■ **What you have to do**:
Copy the records below word for word. Stop after the line that contains "--surface:#1c2631; --page:#252e39; --text:#f1f3f6;".

■ **Stored dataset items**:
* * * * * * *

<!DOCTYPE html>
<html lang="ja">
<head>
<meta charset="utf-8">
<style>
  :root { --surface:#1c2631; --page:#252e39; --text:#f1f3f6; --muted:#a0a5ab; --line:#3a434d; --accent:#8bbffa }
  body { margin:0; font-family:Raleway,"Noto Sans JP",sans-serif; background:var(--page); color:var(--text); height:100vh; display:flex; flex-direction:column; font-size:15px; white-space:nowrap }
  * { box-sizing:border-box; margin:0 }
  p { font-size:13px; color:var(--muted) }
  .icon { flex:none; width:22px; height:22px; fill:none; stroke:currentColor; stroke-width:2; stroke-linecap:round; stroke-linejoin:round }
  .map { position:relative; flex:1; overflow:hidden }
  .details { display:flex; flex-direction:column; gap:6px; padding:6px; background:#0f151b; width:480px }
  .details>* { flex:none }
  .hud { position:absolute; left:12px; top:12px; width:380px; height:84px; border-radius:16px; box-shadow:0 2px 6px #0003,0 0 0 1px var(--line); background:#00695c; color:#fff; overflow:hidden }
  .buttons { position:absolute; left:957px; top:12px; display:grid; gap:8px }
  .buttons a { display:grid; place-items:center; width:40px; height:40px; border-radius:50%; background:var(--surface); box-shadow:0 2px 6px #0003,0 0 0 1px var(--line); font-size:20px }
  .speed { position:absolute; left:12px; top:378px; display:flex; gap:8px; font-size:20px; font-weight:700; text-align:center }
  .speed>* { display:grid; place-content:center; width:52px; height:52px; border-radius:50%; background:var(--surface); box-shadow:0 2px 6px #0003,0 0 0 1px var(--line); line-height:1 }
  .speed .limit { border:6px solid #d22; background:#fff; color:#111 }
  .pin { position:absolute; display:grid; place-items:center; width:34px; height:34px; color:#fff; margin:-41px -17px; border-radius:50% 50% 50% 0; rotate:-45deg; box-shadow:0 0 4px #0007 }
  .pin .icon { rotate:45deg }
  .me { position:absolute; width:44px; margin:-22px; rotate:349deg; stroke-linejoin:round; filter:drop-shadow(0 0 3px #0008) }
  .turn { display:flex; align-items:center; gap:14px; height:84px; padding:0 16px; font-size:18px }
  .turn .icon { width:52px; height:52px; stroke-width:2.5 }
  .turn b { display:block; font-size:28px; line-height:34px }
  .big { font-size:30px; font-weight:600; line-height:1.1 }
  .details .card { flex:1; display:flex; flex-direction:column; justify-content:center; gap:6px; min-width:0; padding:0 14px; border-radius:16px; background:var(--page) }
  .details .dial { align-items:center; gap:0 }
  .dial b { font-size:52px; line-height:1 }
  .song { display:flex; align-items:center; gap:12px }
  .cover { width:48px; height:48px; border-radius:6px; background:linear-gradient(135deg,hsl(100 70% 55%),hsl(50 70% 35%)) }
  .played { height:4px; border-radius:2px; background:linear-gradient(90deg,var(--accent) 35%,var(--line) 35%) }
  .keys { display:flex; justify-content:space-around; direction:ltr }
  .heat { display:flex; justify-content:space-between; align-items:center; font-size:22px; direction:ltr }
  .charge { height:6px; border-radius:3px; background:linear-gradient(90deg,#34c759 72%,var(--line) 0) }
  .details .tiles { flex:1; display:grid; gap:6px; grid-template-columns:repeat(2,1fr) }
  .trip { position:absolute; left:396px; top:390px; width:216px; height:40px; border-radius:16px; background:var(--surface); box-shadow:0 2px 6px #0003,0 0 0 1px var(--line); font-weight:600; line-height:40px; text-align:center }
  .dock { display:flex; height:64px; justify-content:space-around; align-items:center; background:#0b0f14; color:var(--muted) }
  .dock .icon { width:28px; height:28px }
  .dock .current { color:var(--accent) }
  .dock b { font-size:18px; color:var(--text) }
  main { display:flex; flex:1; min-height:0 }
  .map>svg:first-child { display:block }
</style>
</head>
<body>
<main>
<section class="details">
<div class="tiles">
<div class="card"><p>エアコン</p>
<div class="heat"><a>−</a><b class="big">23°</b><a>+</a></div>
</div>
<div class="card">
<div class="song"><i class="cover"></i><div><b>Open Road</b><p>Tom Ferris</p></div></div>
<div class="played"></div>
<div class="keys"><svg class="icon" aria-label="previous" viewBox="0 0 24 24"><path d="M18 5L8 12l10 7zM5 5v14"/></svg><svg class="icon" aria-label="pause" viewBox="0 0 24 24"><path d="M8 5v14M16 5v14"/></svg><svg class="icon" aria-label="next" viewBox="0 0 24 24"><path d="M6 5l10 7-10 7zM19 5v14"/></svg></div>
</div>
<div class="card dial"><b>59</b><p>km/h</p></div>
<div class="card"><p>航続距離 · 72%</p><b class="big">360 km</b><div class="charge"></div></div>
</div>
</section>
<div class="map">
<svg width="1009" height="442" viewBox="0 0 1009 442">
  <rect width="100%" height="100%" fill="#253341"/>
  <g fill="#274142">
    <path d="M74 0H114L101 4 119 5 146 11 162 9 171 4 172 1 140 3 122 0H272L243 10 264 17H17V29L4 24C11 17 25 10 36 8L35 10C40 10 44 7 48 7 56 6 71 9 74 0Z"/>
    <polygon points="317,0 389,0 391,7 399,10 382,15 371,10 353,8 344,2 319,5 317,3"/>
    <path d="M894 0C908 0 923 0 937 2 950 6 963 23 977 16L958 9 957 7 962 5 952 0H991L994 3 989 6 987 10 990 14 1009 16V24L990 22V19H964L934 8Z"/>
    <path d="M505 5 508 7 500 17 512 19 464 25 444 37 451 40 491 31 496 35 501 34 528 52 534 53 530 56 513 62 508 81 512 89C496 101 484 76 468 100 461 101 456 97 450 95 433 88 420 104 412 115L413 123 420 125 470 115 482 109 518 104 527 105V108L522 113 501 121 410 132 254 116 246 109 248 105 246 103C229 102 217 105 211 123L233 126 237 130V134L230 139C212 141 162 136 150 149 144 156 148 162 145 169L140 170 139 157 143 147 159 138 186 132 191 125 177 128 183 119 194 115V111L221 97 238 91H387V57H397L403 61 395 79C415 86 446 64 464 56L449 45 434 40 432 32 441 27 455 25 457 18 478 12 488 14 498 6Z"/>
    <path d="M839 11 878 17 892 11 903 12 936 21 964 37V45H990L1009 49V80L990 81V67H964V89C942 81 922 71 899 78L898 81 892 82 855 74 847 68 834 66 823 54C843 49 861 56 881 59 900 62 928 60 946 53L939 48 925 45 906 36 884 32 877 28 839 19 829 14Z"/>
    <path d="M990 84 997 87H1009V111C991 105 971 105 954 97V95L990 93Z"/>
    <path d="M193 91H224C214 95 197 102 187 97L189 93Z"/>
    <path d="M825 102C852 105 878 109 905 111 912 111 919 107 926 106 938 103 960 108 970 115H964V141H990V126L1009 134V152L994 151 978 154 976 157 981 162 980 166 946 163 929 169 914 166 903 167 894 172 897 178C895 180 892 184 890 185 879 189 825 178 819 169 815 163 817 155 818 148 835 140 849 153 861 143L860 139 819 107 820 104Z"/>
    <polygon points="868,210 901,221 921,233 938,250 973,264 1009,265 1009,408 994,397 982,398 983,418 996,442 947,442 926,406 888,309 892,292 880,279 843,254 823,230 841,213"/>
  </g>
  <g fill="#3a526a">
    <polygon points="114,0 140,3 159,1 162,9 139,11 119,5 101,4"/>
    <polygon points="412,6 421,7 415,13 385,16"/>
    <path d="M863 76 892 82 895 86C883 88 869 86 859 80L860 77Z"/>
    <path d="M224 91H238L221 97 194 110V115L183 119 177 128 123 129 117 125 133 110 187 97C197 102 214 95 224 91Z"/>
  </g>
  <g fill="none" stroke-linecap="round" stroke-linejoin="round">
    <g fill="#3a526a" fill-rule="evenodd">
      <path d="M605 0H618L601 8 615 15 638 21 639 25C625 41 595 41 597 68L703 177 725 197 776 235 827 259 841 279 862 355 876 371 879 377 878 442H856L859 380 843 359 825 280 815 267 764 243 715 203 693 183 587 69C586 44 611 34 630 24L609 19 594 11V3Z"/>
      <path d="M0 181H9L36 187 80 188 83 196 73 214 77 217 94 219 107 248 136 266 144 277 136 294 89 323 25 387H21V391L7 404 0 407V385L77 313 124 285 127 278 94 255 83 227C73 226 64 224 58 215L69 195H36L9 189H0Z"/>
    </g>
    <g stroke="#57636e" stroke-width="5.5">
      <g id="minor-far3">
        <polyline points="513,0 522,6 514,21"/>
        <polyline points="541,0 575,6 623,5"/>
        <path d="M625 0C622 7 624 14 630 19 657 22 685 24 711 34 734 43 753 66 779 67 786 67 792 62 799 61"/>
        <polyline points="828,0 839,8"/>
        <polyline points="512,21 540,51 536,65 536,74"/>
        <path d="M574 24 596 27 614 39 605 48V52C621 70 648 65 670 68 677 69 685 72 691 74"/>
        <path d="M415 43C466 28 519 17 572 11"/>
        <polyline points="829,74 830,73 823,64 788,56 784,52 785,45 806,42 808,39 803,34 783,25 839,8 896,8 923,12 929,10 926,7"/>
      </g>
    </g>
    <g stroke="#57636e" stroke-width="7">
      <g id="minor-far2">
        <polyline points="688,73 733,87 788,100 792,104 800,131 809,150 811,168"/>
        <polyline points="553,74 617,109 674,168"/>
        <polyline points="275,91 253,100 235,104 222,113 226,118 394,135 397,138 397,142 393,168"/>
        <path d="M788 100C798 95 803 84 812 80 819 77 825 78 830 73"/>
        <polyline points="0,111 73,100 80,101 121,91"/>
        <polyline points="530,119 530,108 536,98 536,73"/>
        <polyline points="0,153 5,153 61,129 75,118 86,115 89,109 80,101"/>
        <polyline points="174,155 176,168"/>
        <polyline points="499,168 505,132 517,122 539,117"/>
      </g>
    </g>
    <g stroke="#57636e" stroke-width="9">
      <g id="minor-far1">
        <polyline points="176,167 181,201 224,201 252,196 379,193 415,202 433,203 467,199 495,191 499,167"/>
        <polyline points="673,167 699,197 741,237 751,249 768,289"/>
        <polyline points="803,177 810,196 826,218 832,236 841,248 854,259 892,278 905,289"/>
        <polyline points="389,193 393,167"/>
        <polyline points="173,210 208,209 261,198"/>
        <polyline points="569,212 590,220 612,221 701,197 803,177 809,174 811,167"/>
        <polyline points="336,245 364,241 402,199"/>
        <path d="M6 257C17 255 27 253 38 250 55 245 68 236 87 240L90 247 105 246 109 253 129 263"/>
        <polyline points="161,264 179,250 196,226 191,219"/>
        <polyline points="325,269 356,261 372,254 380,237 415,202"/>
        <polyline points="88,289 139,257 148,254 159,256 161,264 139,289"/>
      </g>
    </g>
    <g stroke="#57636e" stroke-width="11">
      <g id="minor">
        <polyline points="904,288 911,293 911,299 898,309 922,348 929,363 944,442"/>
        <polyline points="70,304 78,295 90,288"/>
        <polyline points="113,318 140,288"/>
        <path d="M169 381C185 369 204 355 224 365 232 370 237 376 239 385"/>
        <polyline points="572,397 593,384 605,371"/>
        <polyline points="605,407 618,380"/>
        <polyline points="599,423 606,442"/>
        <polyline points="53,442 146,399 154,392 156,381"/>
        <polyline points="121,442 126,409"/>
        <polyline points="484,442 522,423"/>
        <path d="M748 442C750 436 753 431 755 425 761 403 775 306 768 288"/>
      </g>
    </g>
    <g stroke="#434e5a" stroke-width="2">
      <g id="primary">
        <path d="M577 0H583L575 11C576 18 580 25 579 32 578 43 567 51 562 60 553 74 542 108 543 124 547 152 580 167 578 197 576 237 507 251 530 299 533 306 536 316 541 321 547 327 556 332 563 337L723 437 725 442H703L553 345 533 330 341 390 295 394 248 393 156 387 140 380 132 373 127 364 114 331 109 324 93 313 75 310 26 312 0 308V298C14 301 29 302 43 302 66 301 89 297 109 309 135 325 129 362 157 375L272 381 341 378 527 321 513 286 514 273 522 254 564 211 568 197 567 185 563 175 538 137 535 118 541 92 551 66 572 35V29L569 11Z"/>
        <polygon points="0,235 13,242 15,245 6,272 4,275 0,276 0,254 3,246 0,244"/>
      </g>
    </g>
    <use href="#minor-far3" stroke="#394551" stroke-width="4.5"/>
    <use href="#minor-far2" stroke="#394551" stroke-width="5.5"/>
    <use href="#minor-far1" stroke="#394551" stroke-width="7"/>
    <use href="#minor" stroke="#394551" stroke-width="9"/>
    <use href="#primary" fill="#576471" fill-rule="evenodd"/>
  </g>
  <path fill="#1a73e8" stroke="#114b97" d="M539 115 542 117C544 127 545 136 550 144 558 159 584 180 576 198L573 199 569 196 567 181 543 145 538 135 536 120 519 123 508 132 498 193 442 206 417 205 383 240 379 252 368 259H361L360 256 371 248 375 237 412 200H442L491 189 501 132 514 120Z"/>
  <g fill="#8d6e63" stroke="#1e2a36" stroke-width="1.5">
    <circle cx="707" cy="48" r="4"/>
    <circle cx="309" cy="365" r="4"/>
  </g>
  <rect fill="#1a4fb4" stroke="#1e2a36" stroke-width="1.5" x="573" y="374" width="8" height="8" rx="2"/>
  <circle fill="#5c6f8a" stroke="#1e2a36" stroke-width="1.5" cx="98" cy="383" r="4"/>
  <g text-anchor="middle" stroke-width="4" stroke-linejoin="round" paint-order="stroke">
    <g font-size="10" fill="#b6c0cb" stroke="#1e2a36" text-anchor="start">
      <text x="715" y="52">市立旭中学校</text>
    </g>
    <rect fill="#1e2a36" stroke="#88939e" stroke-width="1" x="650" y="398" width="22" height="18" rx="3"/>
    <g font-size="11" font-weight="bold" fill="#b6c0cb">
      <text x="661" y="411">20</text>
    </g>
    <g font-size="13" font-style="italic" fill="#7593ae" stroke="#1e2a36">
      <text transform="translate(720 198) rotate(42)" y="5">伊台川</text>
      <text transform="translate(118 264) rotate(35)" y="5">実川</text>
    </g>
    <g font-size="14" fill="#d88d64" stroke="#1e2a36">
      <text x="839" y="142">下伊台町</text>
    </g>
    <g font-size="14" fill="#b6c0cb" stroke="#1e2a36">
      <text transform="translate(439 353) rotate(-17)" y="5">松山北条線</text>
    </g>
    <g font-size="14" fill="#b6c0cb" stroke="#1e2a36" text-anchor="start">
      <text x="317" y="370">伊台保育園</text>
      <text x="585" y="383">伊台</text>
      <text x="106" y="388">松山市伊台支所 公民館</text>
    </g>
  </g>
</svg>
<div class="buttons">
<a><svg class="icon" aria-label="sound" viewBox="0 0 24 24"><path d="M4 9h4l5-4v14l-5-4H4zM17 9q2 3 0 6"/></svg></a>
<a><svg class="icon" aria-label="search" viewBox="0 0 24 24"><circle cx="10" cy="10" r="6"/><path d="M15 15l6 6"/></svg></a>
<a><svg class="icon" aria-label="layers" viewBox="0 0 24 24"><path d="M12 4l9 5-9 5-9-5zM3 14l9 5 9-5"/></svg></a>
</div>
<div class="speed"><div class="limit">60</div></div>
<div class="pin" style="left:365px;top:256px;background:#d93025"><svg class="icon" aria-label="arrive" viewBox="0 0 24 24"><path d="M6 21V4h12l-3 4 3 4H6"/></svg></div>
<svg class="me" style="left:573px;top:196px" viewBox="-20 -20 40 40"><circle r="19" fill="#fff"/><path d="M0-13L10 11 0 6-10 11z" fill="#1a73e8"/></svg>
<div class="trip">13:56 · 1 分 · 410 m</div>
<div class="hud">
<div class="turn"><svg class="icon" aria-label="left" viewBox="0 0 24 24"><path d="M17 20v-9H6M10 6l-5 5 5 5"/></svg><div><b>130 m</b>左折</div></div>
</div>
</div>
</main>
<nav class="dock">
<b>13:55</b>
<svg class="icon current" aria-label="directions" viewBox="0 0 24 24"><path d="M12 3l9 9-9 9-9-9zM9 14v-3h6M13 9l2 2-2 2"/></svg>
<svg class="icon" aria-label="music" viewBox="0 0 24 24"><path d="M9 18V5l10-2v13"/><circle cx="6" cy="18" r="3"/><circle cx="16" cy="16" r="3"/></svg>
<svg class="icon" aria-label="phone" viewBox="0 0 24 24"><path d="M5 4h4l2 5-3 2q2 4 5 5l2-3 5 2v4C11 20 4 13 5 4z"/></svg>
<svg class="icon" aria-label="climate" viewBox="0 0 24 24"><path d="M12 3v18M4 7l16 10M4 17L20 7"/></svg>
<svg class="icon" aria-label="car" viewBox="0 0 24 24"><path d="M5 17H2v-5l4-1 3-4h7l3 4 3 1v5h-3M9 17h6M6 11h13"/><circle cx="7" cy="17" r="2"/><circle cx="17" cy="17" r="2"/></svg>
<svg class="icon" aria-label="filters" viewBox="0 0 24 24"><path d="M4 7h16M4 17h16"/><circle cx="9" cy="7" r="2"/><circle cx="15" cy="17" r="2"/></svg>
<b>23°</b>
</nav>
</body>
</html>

* * * * * * *

■ **Answer**:
<!DOCTYPE html>
<html lang="ja">
<head>
<meta charset="utf-8">
<style>
  :root { --surface:#1c2631; --page:#252e39; --text:#f1f3f6; --muted:#a0a5ab; --line:#3a434d; --accent:#8bbffa }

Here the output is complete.